Material shown below:
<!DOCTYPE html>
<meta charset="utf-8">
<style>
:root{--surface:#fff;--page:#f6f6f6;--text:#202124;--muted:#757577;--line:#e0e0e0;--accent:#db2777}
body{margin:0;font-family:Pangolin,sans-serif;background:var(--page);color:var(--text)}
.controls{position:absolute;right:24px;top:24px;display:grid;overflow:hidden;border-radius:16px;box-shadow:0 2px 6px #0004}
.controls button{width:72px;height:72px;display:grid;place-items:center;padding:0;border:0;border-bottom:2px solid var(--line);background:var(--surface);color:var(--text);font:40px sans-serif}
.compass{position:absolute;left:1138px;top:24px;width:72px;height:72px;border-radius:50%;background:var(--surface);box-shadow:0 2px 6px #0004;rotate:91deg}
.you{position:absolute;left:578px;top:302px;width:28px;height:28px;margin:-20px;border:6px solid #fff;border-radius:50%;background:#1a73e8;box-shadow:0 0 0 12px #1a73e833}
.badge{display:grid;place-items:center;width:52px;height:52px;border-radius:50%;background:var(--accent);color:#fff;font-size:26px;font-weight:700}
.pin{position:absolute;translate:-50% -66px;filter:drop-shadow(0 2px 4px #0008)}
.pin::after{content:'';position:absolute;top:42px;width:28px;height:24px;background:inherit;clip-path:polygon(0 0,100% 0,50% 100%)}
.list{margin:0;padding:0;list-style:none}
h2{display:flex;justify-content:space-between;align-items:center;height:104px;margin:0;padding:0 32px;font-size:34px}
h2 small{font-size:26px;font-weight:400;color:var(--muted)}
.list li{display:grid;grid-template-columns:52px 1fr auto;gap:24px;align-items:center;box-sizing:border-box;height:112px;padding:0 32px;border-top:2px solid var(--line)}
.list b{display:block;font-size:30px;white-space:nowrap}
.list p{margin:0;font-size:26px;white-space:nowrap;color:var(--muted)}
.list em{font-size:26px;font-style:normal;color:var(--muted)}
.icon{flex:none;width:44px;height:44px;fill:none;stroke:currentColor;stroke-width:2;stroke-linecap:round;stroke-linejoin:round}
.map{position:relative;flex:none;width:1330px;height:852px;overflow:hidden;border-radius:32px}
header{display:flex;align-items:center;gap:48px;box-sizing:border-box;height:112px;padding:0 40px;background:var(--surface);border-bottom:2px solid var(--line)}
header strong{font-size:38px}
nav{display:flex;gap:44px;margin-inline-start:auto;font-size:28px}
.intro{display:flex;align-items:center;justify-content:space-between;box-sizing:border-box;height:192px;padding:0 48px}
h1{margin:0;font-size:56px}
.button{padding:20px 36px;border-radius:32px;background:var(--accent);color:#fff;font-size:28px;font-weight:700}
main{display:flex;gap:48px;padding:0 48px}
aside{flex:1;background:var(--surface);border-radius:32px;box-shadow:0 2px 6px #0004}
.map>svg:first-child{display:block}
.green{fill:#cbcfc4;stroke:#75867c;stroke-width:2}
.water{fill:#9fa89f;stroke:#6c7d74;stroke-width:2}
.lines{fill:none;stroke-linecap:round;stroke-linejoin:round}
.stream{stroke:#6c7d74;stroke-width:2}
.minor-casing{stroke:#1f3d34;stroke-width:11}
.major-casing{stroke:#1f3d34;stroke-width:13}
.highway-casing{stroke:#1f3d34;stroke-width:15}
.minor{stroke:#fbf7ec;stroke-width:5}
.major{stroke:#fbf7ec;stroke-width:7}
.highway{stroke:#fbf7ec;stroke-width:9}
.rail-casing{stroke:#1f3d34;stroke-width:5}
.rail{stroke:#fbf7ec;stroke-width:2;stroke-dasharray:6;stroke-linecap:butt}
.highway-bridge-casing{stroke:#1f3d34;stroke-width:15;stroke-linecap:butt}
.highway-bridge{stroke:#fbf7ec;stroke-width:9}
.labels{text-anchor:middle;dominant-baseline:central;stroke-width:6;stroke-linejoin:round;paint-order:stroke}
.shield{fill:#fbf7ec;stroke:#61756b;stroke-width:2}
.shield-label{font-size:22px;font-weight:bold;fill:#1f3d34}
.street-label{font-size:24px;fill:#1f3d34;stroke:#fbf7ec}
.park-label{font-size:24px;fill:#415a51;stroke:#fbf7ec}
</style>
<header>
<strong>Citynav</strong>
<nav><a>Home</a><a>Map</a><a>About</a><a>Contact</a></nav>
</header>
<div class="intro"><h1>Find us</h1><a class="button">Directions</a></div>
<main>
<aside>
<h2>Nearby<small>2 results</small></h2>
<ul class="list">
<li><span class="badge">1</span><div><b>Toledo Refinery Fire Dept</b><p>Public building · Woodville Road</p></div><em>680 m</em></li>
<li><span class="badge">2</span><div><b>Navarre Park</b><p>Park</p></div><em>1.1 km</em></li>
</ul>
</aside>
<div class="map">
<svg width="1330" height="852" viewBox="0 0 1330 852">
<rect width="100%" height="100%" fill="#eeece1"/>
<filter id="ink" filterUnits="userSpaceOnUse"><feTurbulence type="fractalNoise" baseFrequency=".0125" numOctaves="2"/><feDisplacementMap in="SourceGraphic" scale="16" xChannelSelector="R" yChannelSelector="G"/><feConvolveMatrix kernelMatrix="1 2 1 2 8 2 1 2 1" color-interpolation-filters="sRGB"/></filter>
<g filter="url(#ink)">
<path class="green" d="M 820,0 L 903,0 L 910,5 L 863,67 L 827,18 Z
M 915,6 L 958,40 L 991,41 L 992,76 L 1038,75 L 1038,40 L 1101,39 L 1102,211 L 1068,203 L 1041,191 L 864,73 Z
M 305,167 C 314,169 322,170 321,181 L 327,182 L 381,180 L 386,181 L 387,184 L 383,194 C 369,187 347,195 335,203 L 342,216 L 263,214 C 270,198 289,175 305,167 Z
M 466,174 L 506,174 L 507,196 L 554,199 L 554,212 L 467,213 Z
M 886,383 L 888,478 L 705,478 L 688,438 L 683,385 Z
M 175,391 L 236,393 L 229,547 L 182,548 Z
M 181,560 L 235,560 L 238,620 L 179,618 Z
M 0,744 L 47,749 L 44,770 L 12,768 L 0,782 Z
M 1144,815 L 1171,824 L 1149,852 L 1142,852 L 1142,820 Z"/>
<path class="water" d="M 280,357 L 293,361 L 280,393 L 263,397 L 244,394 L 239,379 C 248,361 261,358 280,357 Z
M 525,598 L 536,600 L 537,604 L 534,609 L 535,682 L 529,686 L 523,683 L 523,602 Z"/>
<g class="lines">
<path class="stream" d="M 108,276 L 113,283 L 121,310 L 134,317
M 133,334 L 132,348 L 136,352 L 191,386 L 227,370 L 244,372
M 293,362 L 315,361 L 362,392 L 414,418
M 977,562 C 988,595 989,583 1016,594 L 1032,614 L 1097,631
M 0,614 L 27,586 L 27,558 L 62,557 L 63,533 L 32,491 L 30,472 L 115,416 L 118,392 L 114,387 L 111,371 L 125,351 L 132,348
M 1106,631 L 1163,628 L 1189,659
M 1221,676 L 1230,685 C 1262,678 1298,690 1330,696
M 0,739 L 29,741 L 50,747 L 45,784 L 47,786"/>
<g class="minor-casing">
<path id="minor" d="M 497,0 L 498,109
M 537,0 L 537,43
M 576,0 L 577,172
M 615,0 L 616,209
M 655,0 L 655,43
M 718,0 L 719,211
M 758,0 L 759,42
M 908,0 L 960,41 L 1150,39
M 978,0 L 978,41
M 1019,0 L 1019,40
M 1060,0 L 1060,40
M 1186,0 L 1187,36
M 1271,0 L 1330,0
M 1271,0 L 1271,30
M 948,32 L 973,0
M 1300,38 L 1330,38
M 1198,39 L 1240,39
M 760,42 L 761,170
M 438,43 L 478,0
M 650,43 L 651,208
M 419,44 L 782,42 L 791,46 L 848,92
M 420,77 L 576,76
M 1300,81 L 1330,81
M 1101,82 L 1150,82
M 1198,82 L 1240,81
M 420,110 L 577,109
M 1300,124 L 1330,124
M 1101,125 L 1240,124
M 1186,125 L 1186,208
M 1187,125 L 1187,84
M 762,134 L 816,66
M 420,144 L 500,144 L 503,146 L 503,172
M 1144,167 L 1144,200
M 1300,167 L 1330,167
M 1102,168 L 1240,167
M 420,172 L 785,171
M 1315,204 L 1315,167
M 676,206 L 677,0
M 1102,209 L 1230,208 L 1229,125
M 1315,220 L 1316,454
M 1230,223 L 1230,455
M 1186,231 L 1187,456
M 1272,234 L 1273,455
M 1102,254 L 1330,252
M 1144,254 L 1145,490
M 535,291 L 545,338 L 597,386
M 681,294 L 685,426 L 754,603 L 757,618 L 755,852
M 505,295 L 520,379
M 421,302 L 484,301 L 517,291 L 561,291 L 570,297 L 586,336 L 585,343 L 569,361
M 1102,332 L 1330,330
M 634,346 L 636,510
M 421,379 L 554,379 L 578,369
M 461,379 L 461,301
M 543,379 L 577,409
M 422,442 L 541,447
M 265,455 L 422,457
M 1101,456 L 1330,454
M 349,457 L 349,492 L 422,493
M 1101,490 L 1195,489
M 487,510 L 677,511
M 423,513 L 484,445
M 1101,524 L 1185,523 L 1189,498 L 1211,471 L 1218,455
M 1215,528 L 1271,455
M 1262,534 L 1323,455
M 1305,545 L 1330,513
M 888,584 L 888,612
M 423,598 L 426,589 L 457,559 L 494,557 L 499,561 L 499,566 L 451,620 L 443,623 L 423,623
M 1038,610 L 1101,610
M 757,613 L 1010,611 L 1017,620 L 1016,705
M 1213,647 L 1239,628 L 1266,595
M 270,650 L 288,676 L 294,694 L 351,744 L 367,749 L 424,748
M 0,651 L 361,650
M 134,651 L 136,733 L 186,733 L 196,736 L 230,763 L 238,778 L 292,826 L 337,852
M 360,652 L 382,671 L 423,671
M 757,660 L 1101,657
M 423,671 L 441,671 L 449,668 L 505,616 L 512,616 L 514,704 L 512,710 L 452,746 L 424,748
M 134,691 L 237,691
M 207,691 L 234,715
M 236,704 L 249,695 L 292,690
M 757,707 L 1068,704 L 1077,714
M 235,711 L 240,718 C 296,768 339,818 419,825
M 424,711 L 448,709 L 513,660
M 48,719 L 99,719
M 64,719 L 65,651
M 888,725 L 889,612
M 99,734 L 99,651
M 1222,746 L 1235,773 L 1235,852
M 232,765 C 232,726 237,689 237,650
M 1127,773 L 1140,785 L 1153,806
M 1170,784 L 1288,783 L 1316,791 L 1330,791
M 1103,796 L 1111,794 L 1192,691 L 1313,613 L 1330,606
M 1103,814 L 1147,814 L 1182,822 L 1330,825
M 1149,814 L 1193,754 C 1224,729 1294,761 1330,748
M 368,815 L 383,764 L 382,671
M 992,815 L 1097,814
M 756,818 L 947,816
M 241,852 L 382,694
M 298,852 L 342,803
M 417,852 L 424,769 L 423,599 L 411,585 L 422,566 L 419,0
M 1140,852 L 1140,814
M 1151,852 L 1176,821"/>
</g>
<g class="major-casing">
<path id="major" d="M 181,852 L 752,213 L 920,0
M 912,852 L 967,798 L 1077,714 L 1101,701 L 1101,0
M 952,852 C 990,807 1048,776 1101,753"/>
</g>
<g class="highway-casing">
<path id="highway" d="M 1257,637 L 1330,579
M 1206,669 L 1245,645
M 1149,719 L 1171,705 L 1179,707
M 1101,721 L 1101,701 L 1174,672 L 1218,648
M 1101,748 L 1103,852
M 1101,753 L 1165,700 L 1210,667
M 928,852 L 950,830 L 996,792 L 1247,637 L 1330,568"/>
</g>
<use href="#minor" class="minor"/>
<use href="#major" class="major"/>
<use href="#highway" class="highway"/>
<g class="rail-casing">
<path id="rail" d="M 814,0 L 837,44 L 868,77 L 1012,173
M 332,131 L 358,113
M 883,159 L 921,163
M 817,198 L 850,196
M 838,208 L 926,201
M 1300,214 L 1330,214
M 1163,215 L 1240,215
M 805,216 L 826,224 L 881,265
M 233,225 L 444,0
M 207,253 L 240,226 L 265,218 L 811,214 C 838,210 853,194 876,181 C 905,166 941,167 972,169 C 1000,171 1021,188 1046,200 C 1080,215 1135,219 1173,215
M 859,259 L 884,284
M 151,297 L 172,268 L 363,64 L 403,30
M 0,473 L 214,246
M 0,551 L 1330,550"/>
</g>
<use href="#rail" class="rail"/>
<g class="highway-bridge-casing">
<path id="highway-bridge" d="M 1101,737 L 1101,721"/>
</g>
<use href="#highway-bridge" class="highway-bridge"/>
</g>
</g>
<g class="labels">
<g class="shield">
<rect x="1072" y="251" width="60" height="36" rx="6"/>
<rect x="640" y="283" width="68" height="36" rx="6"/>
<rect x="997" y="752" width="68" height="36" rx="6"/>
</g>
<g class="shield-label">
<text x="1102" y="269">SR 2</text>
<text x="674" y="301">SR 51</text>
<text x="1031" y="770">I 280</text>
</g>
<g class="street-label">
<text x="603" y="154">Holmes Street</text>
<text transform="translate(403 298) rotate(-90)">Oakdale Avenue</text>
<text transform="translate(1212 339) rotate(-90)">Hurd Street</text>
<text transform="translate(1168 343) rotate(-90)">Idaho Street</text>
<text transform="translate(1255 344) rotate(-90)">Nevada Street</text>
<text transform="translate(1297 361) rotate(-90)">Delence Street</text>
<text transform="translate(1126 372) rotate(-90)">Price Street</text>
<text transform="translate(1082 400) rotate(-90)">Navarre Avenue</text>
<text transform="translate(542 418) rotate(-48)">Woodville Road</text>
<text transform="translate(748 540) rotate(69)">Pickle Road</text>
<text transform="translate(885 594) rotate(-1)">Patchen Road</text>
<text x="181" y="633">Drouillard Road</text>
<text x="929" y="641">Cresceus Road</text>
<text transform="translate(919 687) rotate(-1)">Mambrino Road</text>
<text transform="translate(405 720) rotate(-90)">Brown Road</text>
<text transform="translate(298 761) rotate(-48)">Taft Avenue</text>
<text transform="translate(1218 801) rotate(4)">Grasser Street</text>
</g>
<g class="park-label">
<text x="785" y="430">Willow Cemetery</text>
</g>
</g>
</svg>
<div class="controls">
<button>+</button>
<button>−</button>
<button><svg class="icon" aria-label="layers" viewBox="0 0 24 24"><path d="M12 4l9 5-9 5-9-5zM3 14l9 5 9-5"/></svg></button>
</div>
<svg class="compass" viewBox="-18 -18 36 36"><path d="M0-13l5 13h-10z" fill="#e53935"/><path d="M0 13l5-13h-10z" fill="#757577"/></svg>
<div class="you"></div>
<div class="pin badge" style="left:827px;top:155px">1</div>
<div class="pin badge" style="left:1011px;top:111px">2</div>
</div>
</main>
End of Material shown.
Material shown below:
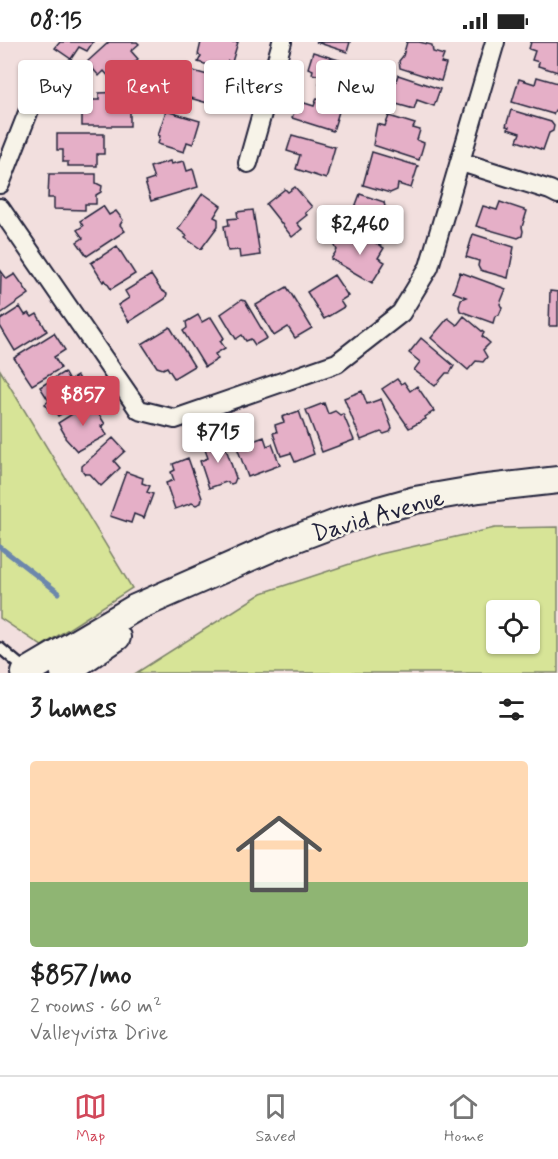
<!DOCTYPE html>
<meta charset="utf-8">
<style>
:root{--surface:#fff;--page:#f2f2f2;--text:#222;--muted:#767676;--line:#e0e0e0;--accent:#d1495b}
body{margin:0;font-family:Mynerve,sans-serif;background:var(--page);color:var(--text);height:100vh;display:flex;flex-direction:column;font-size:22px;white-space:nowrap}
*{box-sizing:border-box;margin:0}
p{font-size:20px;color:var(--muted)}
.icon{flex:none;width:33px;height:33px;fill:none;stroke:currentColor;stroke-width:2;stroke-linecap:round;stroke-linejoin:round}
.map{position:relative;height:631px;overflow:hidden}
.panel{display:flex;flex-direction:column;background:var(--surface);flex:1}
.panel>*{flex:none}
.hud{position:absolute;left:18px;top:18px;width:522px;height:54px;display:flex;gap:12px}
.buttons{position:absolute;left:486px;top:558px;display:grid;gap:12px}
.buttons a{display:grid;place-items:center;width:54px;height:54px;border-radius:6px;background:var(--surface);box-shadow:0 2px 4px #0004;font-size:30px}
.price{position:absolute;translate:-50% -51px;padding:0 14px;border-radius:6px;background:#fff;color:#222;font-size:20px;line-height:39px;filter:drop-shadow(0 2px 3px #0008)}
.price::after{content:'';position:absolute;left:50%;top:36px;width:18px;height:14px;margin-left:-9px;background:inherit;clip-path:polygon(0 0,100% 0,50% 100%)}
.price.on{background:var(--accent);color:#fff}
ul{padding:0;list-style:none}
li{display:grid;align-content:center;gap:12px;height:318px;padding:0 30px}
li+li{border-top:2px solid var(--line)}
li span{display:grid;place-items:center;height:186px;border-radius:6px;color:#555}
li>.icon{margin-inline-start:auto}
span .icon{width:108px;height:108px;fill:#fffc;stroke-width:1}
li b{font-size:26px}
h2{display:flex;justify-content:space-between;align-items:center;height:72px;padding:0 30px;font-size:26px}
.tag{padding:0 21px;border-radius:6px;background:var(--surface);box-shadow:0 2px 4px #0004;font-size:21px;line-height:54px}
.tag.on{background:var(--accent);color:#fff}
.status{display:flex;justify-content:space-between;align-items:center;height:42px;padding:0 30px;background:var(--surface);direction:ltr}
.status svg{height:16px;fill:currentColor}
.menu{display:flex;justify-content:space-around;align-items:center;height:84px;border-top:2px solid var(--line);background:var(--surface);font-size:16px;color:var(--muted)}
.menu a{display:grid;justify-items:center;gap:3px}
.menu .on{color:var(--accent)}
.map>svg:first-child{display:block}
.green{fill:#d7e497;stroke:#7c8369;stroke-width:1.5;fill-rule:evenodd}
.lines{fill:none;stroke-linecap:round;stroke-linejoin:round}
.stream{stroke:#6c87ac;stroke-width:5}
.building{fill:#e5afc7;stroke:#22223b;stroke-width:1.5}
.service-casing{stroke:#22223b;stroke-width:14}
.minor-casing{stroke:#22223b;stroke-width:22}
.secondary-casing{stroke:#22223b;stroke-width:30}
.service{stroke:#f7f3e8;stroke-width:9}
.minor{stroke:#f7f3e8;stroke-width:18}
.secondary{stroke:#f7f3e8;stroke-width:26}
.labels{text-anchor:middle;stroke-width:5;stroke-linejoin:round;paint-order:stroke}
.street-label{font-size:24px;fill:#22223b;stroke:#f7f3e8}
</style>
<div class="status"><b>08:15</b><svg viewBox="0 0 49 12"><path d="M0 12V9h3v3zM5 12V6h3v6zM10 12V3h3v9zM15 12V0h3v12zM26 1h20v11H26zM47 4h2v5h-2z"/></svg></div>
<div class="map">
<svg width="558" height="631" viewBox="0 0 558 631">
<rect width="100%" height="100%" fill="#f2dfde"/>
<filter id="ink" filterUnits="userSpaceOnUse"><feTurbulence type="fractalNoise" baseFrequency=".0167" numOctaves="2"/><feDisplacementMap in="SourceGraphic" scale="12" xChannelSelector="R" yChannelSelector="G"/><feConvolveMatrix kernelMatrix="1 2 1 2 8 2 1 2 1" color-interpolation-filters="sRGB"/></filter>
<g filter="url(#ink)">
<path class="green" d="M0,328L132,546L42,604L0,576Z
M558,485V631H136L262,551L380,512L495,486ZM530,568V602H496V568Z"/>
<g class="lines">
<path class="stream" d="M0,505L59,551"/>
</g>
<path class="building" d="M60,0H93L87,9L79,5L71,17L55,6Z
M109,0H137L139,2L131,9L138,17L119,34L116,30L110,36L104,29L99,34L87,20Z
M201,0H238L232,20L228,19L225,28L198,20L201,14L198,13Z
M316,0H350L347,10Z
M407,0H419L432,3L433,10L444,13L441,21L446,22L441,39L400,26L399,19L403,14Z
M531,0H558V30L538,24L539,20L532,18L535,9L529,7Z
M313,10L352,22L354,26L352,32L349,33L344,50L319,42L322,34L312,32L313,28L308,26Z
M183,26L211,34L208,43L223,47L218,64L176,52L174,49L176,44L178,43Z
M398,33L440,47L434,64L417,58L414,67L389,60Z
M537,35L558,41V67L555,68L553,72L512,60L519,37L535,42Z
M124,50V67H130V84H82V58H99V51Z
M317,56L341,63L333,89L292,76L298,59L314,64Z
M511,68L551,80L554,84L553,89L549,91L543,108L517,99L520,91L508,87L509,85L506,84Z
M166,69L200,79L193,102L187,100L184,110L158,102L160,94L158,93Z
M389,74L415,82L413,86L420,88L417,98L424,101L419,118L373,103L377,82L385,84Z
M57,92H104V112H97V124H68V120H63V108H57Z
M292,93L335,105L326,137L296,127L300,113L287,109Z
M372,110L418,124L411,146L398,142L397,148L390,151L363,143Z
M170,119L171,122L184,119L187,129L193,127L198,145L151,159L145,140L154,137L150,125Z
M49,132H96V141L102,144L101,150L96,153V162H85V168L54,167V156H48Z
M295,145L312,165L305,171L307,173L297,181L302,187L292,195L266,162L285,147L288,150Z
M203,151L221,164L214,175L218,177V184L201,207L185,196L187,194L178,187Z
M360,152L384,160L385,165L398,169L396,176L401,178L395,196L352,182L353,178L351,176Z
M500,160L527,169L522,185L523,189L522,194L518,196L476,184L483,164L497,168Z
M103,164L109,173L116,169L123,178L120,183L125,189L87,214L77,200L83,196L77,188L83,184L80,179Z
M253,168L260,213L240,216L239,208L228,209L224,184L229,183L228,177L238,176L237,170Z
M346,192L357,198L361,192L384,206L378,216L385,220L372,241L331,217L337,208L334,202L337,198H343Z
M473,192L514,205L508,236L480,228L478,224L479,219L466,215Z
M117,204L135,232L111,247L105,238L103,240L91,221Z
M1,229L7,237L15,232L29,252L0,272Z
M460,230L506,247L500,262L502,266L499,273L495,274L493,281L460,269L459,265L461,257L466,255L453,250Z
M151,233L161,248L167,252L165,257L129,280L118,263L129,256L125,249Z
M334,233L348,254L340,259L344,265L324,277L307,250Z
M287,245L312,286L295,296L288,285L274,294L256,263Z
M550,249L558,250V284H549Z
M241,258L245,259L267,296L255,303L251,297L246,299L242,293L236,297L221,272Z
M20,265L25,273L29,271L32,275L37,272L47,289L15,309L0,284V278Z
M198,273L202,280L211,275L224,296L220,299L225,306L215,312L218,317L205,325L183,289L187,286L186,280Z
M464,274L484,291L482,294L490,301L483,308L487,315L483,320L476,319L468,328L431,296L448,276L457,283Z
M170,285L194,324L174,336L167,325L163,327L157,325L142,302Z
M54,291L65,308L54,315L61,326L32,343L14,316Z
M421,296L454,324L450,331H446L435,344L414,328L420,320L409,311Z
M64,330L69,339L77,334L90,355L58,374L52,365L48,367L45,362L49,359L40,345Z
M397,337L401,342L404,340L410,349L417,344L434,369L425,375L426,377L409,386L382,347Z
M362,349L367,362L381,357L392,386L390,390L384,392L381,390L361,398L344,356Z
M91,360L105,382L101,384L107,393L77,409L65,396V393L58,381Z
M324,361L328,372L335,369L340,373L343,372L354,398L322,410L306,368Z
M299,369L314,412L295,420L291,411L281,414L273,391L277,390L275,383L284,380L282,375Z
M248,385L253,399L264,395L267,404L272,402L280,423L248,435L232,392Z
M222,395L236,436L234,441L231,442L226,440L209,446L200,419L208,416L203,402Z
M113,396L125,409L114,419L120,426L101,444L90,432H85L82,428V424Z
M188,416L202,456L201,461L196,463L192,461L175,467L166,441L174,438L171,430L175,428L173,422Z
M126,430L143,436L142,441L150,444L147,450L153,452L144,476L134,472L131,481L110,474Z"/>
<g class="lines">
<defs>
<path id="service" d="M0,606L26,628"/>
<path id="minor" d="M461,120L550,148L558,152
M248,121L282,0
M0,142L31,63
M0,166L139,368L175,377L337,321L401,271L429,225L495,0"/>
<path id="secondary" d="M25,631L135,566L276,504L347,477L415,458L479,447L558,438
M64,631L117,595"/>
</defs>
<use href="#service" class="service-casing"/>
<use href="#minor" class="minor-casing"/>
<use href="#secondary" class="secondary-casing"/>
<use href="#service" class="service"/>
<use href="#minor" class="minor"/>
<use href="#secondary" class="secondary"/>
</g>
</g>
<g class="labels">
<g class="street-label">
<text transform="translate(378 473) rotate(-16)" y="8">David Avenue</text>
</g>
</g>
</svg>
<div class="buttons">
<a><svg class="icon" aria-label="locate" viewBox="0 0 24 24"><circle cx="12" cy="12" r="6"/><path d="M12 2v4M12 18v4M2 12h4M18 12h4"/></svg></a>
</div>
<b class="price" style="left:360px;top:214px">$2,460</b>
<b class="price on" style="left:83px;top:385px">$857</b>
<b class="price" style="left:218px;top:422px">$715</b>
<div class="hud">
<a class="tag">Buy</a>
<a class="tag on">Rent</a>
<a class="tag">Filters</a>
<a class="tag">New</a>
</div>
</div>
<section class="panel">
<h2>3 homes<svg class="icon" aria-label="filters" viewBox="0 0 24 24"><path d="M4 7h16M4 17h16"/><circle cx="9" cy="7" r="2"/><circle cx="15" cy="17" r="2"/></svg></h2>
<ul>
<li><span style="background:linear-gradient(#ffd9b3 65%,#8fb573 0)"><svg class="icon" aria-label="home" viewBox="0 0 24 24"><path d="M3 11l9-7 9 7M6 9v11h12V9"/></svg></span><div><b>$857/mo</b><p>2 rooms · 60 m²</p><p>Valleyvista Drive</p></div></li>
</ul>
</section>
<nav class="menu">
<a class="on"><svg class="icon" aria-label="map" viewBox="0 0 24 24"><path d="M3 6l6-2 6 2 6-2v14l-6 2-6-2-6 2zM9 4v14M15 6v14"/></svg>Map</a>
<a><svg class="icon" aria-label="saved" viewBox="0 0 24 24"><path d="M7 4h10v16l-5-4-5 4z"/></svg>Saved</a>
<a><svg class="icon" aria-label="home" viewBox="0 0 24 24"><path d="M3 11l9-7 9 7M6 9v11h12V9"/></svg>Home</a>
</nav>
End of Material shown.
Which lines above include "compass"? Show each of them by copying it.

__Solution to the exercise__.
.compass{position:absolute;left:1138px;top:24px;width:72px;height:72px;border-radius:50%;background:var(--surface);box-shadow:0 2px 6px #0004;rotate:91deg}
<svg class="compass" viewBox="-18 -18 36 36"><path d="M0-13l5 13h-10z" fill="#e53935"/><path d="M0 13l5-13h-10z" fill="#757577"/></svg>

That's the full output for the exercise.